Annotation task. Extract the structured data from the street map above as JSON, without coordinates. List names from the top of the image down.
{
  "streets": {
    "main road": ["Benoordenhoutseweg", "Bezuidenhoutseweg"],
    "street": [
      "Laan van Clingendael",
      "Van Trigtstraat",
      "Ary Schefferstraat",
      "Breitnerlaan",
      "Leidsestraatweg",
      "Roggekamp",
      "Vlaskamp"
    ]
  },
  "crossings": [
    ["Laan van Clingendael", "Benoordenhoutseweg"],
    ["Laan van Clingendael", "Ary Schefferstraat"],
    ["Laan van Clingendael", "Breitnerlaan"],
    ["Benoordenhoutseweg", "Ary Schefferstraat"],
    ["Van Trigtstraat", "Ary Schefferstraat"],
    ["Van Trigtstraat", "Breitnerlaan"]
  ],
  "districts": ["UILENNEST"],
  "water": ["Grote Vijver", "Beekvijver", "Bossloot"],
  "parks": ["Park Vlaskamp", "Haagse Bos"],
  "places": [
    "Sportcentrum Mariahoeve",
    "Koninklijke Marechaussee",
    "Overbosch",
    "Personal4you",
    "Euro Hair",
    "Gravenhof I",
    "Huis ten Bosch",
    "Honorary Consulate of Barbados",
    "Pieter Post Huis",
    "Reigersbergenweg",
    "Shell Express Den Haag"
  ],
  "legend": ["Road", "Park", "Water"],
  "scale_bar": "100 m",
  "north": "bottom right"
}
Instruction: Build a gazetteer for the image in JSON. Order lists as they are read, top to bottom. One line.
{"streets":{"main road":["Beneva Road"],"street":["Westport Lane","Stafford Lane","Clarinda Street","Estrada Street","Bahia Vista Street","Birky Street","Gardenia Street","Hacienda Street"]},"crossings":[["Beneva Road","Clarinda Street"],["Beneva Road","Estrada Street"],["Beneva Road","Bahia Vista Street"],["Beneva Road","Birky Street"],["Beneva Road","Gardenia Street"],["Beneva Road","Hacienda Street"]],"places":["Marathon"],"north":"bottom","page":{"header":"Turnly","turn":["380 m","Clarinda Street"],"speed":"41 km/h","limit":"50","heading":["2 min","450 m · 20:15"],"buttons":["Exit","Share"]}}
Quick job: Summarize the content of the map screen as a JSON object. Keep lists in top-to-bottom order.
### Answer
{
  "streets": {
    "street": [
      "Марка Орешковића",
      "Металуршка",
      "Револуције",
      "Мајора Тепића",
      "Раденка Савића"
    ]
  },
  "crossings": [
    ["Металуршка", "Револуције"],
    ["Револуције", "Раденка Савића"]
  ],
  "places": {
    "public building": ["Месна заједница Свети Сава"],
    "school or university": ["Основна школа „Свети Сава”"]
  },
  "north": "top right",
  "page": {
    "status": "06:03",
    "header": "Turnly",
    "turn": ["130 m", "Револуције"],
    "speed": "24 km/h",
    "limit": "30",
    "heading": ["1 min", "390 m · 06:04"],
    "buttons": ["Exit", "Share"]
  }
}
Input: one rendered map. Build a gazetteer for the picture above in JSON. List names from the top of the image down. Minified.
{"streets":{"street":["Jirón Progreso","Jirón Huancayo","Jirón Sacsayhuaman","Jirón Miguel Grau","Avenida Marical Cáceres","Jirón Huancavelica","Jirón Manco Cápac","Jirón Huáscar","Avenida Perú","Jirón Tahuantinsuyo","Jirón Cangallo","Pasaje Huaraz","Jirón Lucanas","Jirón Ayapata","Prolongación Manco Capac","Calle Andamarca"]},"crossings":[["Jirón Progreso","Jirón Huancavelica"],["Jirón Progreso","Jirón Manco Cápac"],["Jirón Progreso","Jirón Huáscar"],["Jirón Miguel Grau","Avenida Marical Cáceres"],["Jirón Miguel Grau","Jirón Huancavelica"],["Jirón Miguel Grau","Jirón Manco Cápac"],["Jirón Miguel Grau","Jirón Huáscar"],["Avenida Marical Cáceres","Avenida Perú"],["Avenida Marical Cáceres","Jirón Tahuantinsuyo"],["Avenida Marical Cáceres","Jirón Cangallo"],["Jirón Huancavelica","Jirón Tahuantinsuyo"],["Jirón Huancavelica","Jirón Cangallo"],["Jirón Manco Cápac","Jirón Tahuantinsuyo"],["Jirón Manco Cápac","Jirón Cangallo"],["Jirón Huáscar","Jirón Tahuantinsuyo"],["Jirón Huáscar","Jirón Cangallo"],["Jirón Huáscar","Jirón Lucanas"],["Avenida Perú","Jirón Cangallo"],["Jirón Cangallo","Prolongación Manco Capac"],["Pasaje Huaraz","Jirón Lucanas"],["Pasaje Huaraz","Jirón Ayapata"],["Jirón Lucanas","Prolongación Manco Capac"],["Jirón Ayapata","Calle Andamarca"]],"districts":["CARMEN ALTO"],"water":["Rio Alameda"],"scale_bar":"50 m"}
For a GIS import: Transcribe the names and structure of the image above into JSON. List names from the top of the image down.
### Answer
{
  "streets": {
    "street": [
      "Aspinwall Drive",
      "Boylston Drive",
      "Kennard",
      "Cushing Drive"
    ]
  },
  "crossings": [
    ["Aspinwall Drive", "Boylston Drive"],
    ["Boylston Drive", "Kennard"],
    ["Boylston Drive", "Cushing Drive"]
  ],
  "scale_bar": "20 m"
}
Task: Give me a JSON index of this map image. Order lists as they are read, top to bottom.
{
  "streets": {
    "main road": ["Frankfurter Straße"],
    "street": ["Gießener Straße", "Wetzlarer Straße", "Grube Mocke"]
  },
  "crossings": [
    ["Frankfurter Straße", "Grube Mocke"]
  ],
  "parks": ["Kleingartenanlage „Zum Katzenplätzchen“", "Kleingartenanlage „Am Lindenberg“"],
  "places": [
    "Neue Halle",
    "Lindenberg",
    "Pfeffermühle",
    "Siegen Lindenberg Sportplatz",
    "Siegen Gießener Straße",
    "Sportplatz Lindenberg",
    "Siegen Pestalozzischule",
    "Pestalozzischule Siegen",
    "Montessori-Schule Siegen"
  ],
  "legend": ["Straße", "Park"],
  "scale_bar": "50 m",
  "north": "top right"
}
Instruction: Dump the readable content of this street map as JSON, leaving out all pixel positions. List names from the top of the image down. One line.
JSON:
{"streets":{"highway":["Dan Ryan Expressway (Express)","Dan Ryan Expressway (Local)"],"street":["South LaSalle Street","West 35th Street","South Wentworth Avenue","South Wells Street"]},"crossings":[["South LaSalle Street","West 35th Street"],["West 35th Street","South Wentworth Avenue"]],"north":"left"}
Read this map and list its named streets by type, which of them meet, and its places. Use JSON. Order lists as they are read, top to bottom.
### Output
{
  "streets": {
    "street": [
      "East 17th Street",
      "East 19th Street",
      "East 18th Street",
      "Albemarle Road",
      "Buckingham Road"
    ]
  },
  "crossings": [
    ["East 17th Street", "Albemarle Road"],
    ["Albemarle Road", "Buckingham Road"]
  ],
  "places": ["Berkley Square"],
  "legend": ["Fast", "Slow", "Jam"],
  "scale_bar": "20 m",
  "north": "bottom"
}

---+---

How many lines of the entries contain "content"? Answer with a number alone.

Task result:
2